[Start of section]

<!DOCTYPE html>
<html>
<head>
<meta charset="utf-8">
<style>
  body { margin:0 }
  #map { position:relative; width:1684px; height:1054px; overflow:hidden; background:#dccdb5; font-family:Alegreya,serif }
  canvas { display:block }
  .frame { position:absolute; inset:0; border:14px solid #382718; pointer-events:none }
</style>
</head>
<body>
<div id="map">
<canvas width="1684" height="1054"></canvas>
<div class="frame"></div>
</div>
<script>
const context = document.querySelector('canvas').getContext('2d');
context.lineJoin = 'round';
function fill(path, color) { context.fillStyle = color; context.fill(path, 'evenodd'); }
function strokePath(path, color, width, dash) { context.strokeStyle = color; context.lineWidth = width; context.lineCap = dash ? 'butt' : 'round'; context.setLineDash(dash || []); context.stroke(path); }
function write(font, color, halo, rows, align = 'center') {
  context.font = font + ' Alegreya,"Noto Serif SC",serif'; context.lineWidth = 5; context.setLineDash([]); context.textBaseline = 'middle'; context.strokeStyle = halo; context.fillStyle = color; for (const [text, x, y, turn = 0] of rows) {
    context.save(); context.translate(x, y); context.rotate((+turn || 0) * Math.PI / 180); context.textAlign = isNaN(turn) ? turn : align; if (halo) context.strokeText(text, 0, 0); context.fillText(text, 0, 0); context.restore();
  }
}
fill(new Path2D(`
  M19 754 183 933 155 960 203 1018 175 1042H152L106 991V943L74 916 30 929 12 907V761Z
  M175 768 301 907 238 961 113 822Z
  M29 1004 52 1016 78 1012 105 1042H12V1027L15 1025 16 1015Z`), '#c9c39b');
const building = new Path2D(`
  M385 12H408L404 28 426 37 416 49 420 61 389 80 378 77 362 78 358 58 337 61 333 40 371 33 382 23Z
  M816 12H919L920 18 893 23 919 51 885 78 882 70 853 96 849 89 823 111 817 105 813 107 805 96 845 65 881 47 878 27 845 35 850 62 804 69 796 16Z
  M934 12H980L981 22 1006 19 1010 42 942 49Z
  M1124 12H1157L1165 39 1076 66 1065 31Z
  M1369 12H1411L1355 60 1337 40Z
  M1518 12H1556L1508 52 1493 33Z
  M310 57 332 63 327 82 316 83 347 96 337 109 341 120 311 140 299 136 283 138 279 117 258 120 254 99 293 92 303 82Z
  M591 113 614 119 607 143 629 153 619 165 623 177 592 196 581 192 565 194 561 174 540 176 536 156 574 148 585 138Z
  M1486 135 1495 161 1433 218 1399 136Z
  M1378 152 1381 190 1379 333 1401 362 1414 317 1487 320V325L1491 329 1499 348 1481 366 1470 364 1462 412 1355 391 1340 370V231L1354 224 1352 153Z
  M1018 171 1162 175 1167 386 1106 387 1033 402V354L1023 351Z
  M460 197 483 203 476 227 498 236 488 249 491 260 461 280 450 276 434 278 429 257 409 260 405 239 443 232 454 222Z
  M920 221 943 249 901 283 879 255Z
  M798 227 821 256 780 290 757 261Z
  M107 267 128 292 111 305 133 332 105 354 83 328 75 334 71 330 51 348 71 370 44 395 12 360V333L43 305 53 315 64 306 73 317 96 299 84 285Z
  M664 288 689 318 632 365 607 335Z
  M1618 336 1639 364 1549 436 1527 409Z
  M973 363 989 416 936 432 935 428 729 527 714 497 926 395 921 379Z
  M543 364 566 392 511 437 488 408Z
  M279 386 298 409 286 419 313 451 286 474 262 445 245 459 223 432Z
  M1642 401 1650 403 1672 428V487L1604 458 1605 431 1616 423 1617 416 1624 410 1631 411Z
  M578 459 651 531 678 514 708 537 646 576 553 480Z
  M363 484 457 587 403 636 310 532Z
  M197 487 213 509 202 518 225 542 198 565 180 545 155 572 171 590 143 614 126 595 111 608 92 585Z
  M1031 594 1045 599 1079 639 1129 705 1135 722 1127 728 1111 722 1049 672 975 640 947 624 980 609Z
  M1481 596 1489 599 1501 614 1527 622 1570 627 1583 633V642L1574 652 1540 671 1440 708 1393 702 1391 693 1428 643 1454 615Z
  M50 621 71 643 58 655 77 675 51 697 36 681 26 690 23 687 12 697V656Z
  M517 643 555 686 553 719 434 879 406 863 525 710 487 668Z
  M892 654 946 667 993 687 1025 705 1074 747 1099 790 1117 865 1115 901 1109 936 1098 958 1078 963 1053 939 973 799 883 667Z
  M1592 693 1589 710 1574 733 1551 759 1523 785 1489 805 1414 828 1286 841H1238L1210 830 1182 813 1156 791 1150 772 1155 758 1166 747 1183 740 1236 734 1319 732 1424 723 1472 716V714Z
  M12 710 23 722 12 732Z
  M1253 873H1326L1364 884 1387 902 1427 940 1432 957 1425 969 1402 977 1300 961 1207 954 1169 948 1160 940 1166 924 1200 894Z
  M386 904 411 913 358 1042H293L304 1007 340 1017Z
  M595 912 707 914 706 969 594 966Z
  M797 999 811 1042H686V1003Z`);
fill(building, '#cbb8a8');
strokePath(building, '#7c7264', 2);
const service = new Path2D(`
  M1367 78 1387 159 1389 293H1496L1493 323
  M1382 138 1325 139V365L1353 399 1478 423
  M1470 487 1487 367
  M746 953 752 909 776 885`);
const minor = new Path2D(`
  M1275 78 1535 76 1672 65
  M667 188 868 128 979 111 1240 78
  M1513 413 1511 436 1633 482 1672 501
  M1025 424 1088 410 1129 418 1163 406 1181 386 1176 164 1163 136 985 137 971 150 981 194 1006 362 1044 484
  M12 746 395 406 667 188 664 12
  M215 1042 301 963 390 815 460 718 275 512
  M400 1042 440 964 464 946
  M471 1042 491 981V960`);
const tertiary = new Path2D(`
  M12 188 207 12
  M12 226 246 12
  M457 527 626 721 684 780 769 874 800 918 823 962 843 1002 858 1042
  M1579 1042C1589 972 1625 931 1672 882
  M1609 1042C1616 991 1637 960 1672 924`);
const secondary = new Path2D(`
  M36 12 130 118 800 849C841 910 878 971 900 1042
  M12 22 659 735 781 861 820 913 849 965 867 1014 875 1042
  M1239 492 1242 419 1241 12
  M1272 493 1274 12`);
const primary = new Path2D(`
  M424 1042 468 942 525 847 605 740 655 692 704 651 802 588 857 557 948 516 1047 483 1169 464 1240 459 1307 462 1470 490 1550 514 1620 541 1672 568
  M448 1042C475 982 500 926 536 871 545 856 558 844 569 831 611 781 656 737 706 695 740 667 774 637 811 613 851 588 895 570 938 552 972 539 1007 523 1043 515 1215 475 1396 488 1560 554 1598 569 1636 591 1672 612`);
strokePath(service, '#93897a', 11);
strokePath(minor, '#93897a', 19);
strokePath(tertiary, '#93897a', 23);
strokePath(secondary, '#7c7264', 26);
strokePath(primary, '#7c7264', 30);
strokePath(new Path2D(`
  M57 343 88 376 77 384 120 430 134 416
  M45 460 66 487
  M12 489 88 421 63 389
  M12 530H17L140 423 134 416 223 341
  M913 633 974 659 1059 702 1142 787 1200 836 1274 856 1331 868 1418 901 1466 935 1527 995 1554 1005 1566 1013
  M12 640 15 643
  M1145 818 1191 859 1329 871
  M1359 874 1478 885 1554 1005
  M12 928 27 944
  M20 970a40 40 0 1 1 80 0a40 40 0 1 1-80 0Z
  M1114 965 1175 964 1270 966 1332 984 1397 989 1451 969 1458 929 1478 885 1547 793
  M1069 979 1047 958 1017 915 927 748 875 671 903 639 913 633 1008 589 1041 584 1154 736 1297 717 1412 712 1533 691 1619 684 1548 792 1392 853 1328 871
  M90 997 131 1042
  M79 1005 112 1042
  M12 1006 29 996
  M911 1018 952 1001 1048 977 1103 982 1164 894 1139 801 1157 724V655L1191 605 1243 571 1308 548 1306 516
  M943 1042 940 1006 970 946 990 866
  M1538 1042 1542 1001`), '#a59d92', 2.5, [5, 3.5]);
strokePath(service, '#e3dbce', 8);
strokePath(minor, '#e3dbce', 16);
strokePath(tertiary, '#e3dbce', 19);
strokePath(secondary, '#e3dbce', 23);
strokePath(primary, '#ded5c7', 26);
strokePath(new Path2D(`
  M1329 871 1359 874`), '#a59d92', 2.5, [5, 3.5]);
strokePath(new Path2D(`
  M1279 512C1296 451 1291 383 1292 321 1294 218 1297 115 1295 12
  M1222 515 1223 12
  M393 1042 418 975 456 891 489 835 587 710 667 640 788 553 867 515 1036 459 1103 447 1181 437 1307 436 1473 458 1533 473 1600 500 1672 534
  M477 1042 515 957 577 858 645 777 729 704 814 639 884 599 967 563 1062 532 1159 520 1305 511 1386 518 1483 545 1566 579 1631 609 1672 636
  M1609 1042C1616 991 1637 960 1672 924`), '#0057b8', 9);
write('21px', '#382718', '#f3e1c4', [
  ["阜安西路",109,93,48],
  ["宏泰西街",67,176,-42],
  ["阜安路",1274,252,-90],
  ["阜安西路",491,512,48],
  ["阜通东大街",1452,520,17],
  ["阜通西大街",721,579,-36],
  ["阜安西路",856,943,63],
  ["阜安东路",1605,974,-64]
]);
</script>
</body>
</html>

[End of section]

→ **PROMPT**: Write out exactly the lines above between the line with "context.save(); context.translate(x, y);" and the line with "M934 12H980L981 22 1006 19 1010 42 942 49Z", inclusive, and nothing beyond them.

→ **RESPONSE TO THIS EXERCISE**:
    context.save(); context.translate(x, y); context.rotate((+turn || 0) * Math.PI / 180); context.textAlign = isNaN(turn) ? turn : align; if (halo) context.strokeText(text, 0, 0); context.fillText(text, 0, 0); context.restore();
  }
}
fill(new Path2D(`
  M19 754 183 933 155 960 203 1018 175 1042H152L106 991V943L74 916 30 929 12 907V761Z
  M175 768 301 907 238 961 113 822Z
  M29 1004 52 1016 78 1012 105 1042H12V1027L15 1025 16 1015Z`), '#c9c39b');
const building = new Path2D(`
  M385 12H408L404 28 426 37 416 49 420 61 389 80 378 77 362 78 358 58 337 61 333 40 371 33 382 23Z
  M816 12H919L920 18 893 23 919 51 885 78 882 70 853 96 849 89 823 111 817 105 813 107 805 96 845 65 881 47 878 27 845 35 850 62 804 69 796 16Z
  M934 12H980L981 22 1006 19 1010 42 942 49Z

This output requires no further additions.